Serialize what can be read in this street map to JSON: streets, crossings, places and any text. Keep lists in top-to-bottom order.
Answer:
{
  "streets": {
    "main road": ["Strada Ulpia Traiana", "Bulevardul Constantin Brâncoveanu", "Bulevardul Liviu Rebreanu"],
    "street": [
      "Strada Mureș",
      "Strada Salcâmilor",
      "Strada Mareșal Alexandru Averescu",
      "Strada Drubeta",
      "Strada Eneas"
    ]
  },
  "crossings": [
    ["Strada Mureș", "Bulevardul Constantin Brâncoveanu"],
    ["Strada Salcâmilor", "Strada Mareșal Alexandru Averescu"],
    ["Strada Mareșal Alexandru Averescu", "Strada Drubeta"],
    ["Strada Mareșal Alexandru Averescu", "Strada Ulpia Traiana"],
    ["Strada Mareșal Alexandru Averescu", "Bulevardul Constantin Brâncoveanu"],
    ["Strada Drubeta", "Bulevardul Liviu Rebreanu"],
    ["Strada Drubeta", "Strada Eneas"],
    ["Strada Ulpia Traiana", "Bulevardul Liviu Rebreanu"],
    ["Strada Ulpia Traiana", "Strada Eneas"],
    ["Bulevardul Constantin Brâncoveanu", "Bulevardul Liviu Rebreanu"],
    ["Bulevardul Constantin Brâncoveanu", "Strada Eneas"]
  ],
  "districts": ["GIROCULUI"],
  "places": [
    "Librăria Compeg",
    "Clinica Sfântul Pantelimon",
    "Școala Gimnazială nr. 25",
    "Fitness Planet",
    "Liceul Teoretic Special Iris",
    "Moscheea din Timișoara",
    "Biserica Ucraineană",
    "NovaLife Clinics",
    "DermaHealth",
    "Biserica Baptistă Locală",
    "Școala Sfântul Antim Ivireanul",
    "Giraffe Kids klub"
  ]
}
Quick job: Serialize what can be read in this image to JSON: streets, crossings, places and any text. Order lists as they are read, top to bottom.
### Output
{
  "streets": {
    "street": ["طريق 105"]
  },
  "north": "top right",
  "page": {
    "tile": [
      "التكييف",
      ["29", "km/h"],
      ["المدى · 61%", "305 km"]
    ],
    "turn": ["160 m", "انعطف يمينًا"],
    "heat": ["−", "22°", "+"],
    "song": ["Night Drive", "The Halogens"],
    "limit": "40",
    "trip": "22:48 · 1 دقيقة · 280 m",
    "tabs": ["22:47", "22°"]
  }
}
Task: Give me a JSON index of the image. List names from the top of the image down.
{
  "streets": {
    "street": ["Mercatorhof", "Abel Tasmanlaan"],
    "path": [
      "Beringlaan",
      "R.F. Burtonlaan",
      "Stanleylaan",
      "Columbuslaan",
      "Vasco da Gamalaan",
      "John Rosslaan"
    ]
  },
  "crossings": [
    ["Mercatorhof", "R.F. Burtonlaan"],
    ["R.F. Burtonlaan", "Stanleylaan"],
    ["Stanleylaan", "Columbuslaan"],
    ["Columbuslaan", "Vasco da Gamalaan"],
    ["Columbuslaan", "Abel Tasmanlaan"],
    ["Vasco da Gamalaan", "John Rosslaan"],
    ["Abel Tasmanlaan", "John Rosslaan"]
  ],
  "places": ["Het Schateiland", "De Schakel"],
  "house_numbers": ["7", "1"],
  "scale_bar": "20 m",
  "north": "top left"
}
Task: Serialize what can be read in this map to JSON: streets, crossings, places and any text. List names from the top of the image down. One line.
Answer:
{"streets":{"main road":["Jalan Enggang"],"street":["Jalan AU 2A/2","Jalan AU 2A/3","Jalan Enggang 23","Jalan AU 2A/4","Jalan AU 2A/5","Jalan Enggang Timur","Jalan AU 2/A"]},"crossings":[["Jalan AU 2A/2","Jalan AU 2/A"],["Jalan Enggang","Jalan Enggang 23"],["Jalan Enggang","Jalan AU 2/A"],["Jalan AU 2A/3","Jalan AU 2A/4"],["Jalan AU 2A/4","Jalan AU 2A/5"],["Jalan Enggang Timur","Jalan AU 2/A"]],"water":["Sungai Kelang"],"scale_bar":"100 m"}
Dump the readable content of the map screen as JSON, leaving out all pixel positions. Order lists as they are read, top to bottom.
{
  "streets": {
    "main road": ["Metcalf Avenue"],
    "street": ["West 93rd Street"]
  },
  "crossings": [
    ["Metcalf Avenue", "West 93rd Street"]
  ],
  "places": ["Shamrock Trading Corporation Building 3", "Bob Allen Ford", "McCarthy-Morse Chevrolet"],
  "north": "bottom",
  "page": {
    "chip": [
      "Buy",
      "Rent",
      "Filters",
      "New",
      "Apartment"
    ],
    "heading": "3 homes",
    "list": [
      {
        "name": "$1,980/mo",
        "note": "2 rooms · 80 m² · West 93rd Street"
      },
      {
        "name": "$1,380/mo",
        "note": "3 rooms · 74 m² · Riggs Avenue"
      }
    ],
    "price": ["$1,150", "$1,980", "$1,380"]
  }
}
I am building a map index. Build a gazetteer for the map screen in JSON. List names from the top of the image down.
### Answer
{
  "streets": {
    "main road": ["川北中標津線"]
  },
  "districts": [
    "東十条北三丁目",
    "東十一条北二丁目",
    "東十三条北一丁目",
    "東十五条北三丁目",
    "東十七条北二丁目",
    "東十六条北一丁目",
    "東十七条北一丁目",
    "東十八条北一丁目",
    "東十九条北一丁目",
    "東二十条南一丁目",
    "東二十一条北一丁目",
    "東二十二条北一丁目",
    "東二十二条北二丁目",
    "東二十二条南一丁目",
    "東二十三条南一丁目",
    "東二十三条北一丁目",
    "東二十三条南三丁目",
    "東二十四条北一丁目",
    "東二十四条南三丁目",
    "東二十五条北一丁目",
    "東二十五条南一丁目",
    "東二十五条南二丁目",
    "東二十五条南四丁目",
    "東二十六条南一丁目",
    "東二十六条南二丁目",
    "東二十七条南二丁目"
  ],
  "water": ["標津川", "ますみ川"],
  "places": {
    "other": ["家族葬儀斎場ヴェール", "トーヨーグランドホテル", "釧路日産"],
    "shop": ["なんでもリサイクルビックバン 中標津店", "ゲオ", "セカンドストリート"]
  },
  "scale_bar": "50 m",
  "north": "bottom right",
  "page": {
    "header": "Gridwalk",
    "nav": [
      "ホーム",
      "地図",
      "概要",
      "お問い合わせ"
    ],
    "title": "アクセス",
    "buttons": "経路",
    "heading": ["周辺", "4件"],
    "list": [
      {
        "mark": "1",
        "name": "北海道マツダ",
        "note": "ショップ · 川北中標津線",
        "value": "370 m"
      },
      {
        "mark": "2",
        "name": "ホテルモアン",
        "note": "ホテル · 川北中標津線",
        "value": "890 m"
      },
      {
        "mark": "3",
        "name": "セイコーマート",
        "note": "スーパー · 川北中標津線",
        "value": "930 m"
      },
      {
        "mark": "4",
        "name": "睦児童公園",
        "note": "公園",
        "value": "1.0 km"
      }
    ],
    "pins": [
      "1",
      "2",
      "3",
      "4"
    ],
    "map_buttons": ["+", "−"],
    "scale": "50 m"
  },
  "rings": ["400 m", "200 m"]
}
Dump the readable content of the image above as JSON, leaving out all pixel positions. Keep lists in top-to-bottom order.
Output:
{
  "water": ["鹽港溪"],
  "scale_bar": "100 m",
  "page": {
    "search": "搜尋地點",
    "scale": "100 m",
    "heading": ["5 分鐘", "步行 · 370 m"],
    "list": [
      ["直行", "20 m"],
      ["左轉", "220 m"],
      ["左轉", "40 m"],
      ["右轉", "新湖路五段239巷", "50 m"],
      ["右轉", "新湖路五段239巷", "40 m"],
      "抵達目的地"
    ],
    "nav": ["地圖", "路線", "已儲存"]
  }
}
..............................
_TASK REQUIREMENTS:_ Scan the material above for lines holding the string "West" and copy those lines.

_SOLUTION:_
    "street": ["West 93rd Street"]
    ["Metcalf Avenue", "West 93rd Street"]
        "note": "2 rooms · 80 m² · West 93rd Street"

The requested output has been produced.